Work required:
Every record shown here needs to be repeated exactly.

-- Provided records follows --

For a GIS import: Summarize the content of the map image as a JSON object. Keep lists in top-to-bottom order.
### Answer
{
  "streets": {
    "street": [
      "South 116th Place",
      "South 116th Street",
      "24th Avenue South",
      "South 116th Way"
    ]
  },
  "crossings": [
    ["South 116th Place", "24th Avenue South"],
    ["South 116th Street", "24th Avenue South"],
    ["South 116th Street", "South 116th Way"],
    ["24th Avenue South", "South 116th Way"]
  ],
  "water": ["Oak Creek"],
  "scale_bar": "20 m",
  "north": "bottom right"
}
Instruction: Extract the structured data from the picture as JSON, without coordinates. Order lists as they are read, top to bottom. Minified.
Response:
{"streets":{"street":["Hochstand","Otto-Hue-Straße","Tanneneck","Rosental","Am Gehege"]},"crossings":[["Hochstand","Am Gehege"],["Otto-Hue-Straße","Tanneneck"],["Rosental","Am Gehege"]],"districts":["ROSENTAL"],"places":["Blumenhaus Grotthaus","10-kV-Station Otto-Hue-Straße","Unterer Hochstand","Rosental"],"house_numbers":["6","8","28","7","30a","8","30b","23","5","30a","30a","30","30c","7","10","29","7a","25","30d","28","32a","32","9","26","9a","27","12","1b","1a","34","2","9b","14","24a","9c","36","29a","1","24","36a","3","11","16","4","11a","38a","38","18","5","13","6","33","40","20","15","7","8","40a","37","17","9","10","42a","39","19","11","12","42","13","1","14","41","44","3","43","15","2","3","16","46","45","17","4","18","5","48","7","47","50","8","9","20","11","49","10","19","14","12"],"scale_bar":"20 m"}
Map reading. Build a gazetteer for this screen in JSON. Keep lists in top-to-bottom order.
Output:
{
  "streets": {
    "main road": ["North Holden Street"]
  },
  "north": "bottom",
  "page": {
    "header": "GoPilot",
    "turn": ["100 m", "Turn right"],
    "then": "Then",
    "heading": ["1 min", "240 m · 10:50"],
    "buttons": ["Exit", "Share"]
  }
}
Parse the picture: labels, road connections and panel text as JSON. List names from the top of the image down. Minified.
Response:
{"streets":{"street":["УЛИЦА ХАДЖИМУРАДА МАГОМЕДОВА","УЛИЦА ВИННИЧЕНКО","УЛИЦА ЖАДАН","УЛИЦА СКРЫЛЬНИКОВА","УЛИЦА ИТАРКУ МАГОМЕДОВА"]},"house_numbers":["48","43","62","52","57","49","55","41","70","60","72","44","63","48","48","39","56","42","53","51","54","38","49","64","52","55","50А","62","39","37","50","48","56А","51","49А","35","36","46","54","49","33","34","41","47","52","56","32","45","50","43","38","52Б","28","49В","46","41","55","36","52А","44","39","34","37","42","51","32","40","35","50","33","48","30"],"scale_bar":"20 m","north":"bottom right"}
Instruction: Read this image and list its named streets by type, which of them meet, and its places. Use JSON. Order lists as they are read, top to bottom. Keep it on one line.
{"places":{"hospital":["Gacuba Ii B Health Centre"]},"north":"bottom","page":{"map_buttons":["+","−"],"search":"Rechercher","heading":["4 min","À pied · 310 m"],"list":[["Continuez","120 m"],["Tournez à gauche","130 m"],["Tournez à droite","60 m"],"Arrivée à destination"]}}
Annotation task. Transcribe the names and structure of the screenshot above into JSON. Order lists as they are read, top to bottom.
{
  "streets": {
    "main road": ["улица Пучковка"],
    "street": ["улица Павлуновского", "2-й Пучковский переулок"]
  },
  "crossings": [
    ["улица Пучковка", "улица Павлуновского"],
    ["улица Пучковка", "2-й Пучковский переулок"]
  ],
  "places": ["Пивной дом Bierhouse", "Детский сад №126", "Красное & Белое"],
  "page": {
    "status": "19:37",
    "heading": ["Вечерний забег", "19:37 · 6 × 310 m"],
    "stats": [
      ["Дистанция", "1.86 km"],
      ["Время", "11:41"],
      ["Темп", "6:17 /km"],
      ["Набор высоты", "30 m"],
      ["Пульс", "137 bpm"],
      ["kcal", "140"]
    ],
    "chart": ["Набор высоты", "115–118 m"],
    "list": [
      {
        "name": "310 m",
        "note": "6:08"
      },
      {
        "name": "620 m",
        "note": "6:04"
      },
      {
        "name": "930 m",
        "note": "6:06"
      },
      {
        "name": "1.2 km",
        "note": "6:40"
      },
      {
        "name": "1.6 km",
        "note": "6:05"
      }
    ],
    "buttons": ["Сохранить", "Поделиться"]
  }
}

-- Provided records concluded --

Response for this exercise:
For a GIS import: Summarize the content of the map image as a JSON object. Keep lists in top-to-bottom order.
### Answer
{
  "streets": {
    "street": [
      "South 116th Place",
      "South 116th Street",
      "24th Avenue South",
      "South 116th Way"
    ]
  },
  "crossings": [
    ["South 116th Place", "24th Avenue South"],
    ["South 116th Street", "24th Avenue South"],
    ["South 116th Street", "South 116th Way"],
    ["24th Avenue South", "South 116th Way"]
  ],
  "water": ["Oak Creek"],
  "scale_bar": "20 m",
  "north": "bottom right"
}
Instruction: Extract the structured data from the picture as JSON, without coordinates. Order lists as they are read, top to bottom. Minified.
Response:
{"streets":{"street":["Hochstand","Otto-Hue-Straße","Tanneneck","Rosental","Am Gehege"]},"crossings":[["Hochstand","Am Gehege"],["Otto-Hue-Straße","Tanneneck"],["Rosental","Am Gehege"]],"districts":["ROSENTAL"],"places":["Blumenhaus Grotthaus","10-kV-Station Otto-Hue-Straße","Unterer Hochstand","Rosental"],"house_numbers":["6","8","28","7","30a","8","30b","23","5","30a","30a","30","30c","7","10","29","7a","25","30d","28","32a","32","9","26","9a","27","12","1b","1a","34","2","9b","14","24a","9c","36","29a","1","24","36a","3","11","16","4","11a","38a","38","18","5","13","6","33","40","20","15","7","8","40a","37","17","9","10","42a","39","19","11","12","42","13","1","14","41","44","3","43","15","2","3","16","46","45","17","4","18","5","48","7","47","50","8","9","20","11","49","10","19","14","12"],"scale_bar":"20 m"}
Map reading. Build a gazetteer for this screen in JSON. Keep lists in top-to-bottom order.
Output:
{
  "streets": {
    "main road": ["North Holden Street"]
  },
  "north": "bottom",
  "page": {
    "header": "GoPilot",
    "turn": ["100 m", "Turn right"],
    "then": "Then",
    "heading": ["1 min", "240 m · 10:50"],
    "buttons": ["Exit", "Share"]
  }
}
Parse the picture: labels, road connections and panel text as JSON. List names from the top of the image down. Minified.
Response:
{"streets":{"street":["УЛИЦА ХАДЖИМУРАДА МАГОМЕДОВА","УЛИЦА ВИННИЧЕНКО","УЛИЦА ЖАДАН","УЛИЦА СКРЫЛЬНИКОВА","УЛИЦА ИТАРКУ МАГОМЕДОВА"]},"house_numbers":["48","43","62","52","57","49","55","41","70","60","72","44","63","48","48","39","56","42","53","51","54","38","49","64","52","55","50А","62","39","37","50","48","56А","51","49А","35","36","46","54","49","33","34","41","47","52","56","32","45","50","43","38","52Б","28","49В","46","41","55","36","52А","44","39","34","37","42","51","32","40","35","50","33","48","30"],"scale_bar":"20 m","north":"bottom right"}
Instruction: Read this image and list its named streets by type, which of them meet, and its places. Use JSON. Order lists as they are read, top to bottom. Keep it on one line.
{"places":{"hospital":["Gacuba Ii B Health Centre"]},"north":"bottom","page":{"map_buttons":["+","−"],"search":"Rechercher","heading":["4 min","À pied · 310 m"],"list":[["Continuez","120 m"],["Tournez à gauche","130 m"],["Tournez à droite","60 m"],"Arrivée à destination"]}}
Annotation task. Transcribe the names and structure of the screenshot above into JSON. Order lists as they are read, top to bottom.
{
  "streets": {
    "main road": ["улица Пучковка"],
    "street": ["улица Павлуновского", "2-й Пучковский переулок"]
  },
  "crossings": [
    ["улица Пучковка", "улица Павлуновского"],
    ["улица Пучковка", "2-й Пучковский переулок"]
  ],
  "places": ["Пивной дом Bierhouse", "Детский сад №126", "Красное & Белое"],
  "page": {
    "status": "19:37",
    "heading": ["Вечерний забег", "19:37 · 6 × 310 m"],
    "stats": [
      ["Дистанция", "1.86 km"],
      ["Время", "11:41"],
      ["Темп", "6:17 /km"],
      ["Набор высоты", "30 m"],
      ["Пульс", "137 bpm"],
      ["kcal", "140"]
    ],
    "chart": ["Набор высоты", "115–118 m"],
    "list": [
      {
        "name": "310 m",
        "note": "6:08"
      },
      {
        "name": "620 m",
        "note": "6:04"
      },
      {
        "name": "930 m",
        "note": "6:06"
      },
      {
        "name": "1.2 km",
        "note": "6:40"
      },
      {
        "name": "1.6 km",
        "note": "6:05"
      }
    ],
    "buttons": ["Сохранить", "Поделиться"]
  }
}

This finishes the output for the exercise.